Re: Deleting older versions in unique indexes to avoid page splits - Mailing list pgsql-hackers

From Peter Geoghegan
Subject Re: Deleting older versions in unique indexes to avoid page splits
Date
Msg-id CAH2-WznjQQwSPSxBiZ6wQyBiKqFmfdjOdeqp28otqw551T7jcQ@mail.gmail.com
Whole thread Raw
In response to Re: Deleting older versions in unique indexes to avoid page splits  (Peter Geoghegan <pg@bowt.ie>)
Responses Re: Deleting older versions in unique indexes to avoid page splits
Re: Deleting older versions in unique indexes to avoid page splits
List pgsql-hackers
On Wed, Oct 14, 2020 at 7:40 AM Peter Geoghegan <pg@bowt.ie> wrote:
> Right. The trick is to pay only a fixed low cost (maybe as low as one
> heap page access) when we start out, and ratchet it up only if the
> first heap page access looks promising.

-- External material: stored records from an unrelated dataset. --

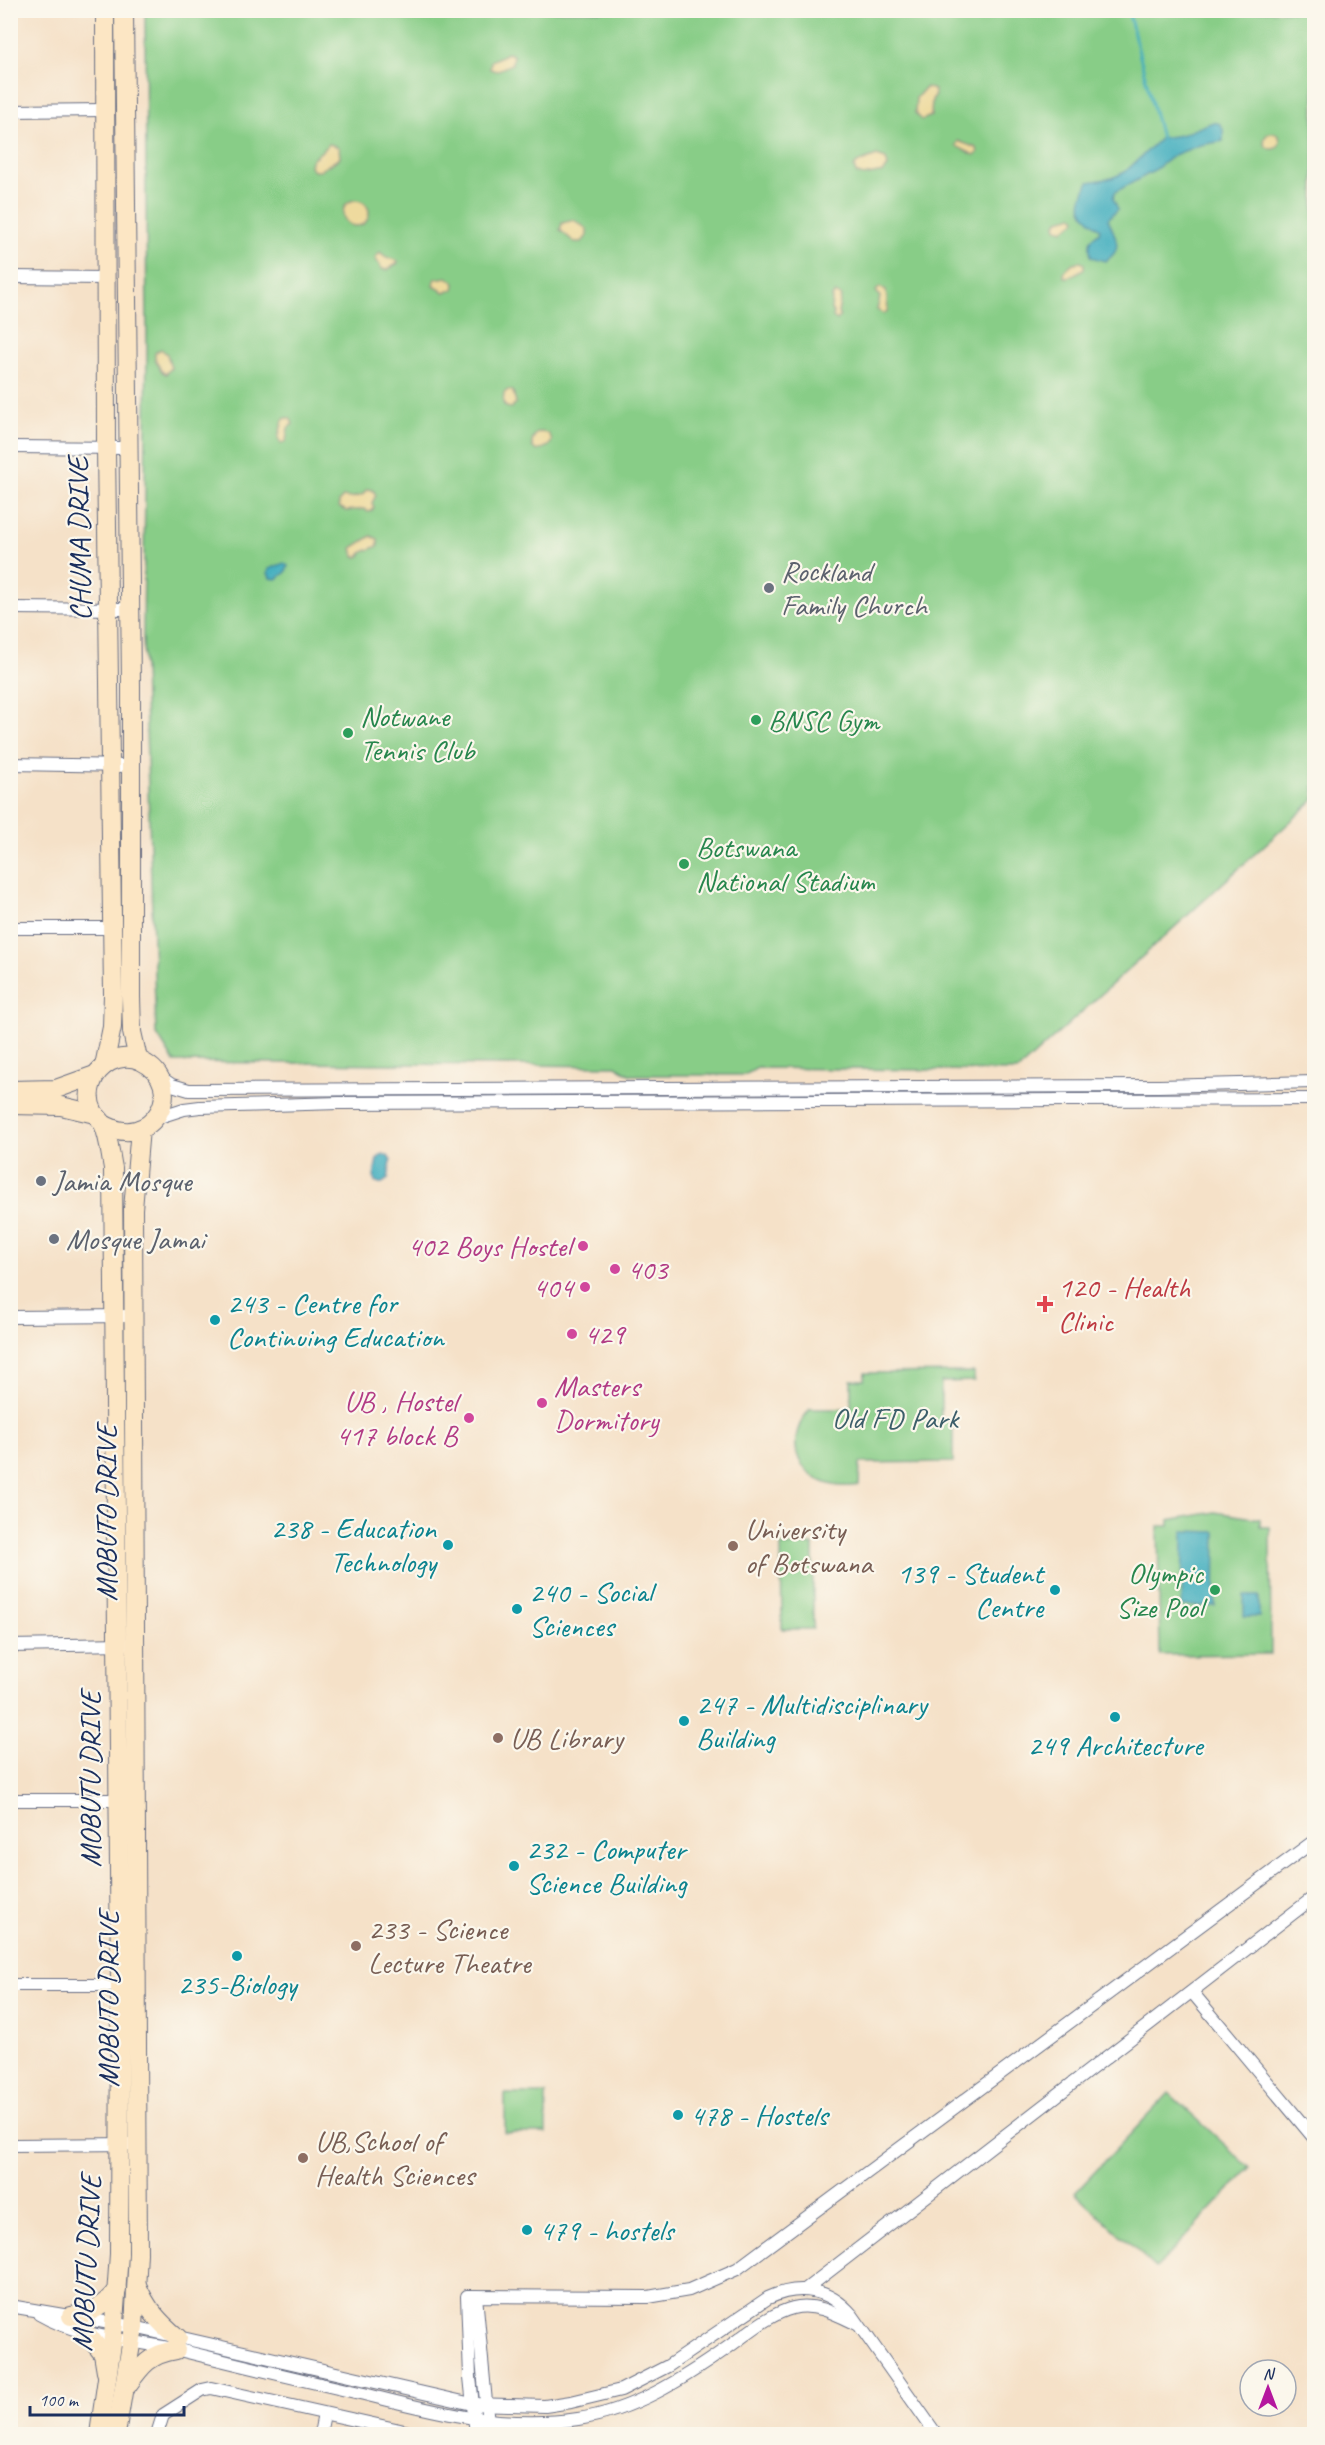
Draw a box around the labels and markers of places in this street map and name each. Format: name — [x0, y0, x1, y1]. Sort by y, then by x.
place label: Rockland Family Church — [781, 552, 929, 624]
marker: Rockland Family Church — [762, 581, 776, 595]
place label: Notwane Tennis Club — [360, 697, 476, 769]
place label: BNSC Gym — [768, 701, 881, 739]
marker: BNSC Gym — [749, 713, 763, 727]
marker: Notwane Tennis Club — [341, 726, 355, 740]
place label: Botswana National Stadium — [696, 828, 876, 900]
marker: Botswana National Stadium — [677, 857, 691, 871]
place label: Jamia Mosque — [51, 1162, 194, 1200]
marker: Jamia Mosque — [34, 1174, 48, 1188]
place label: Mosque Jamai — [66, 1220, 208, 1258]
place label: 402 Boys Hostel — [407, 1227, 576, 1265]
marker: Mosque Jamai — [47, 1232, 61, 1246]
marker: 402 Boys Hostel — [576, 1239, 590, 1253]
place label: 403 — [627, 1250, 670, 1288]
marker: 403 — [608, 1262, 622, 1276]
place label: 404 — [533, 1268, 576, 1306]
place label: 120 - Health Clinic — [1058, 1268, 1190, 1340]
marker: 404 — [578, 1280, 592, 1294]
place label: 243 - Centre for Continuing Education — [227, 1284, 445, 1356]
marker: 120 - Health Clinic — [1036, 1295, 1054, 1313]
marker: 243 - Centre for Continuing Education — [208, 1313, 222, 1327]
place label: 429 — [584, 1315, 627, 1353]
marker: 429 — [565, 1327, 579, 1341]
place label: Masters Dormitory — [554, 1367, 660, 1439]
place label: UB , Hostel 417 block B — [336, 1382, 462, 1454]
marker: Masters Dormitory — [535, 1396, 549, 1410]
marker: UB , Hostel 417 block B — [462, 1411, 476, 1425]
place label: 238 - Education Technology — [271, 1509, 439, 1581]
place label: University of Botswana — [745, 1510, 874, 1582]
marker: 238 - Education Technology — [441, 1538, 455, 1552]
marker: University of Botswana — [726, 1539, 740, 1553]
place label: 139 - Student Centre — [897, 1554, 1046, 1626]
place label: Olympic Size Pool — [1116, 1554, 1208, 1626]
place label: 240 - Social Sciences — [529, 1573, 657, 1645]
marker: 139 - Student Centre — [1048, 1583, 1062, 1597]
marker: Olympic Size Pool — [1208, 1583, 1222, 1597]
marker: 240 - Social Sciences — [510, 1602, 524, 1616]
place label: 247 - Multidisciplinary Building — [696, 1685, 929, 1757]
marker: 249 Architecture — [1108, 1710, 1122, 1724]
marker: 247 - Multidisciplinary Building — [677, 1714, 691, 1728]
place label: UB Library — [510, 1719, 625, 1757]
place label: 249 Architecture — [1028, 1726, 1205, 1764]
marker: UB Library — [491, 1731, 505, 1745]
place label: 232 - Computer Science Building — [526, 1830, 688, 1902]
marker: 232 - Computer Science Building — [507, 1859, 521, 1873]
place label: 233 - Science Lecture Theatre — [368, 1910, 533, 1982]
marker: 233 - Science Lecture Theatre — [349, 1939, 363, 1953]
marker: 235-Biology — [230, 1949, 244, 1963]
place label: 235-Biology — [178, 1965, 299, 2003]
place label: 478 - Hostels — [690, 2096, 830, 2134]
marker: 478 - Hostels — [671, 2108, 685, 2122]
place label: UB,School of Health Sciences — [315, 2122, 477, 2194]
marker: UB,School of Health Sciences — [296, 2151, 310, 2165]
place label: 479 - hostels — [539, 2211, 676, 2249]
marker: 479 - hostels — [520, 2223, 534, 2237]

Just as an example of how the patch can help, consider the following
pgbench variant script:

\set aid1 random_gaussian(1, 100000 * :scale, 2.0)
\set aid2 random_gaussian(1, 100000 * :scale, 2.5)
\set aid3 random_gaussian(1, 100000 * :scale, 2.2)
\set bid random(1, 1 * :scale)
\set tid random(1, 10 * :scale)
\set delta random(-5000, 5000)
BEGIN;
UPDATE pgbench_accounts SET abalance = abalance + :delta WHERE aid = :aid1;
SELECT abalance FROM pgbench_accounts WHERE aid = :aid2;
SELECT abalance FROM pgbench_accounts WHERE aid = :aid3;
END;

(These details you see here are a bit arbitrary; don't worry about the
specifics too much.)

Before running the script with pgbench, I initialized pgbench to scale
1500, and made some changes to the indexing (in order to actually test
the patch). There was no standard pgbench_accounts PK. Instead, I
created a unique index that had an include column, which is enough to
make every update a non-HOT update. I also added two more redundant
non-unique indexes to create more overhead from non-HOT updates. It
looked like this:

create unique index aid_pkey_include_abalance on pgbench_accounts
(aid) include (abalance);
create index one on pgbench_accounts (aid);
create index two on pgbench_accounts (aid);

So 3 indexes on the accounts table.

I ran the script for two hours and 16 clients with the patch, then for
another two hours with master. After that time, all 3 indexes were
exactly the same size with the patch, but had almost doubled in size
on master:

aid_pkey_include_abalance: 784,264 pages (or ~5.983 GiB)
one: 769,545 pages (or ~5.871 GiB)
two: 770,295 pages (or ~5.876 GiB)

(With the patch, all three indexes were 100% pristine -- they remained
precisely 411,289 pages in size by the end, which is ~3.137 GiB.)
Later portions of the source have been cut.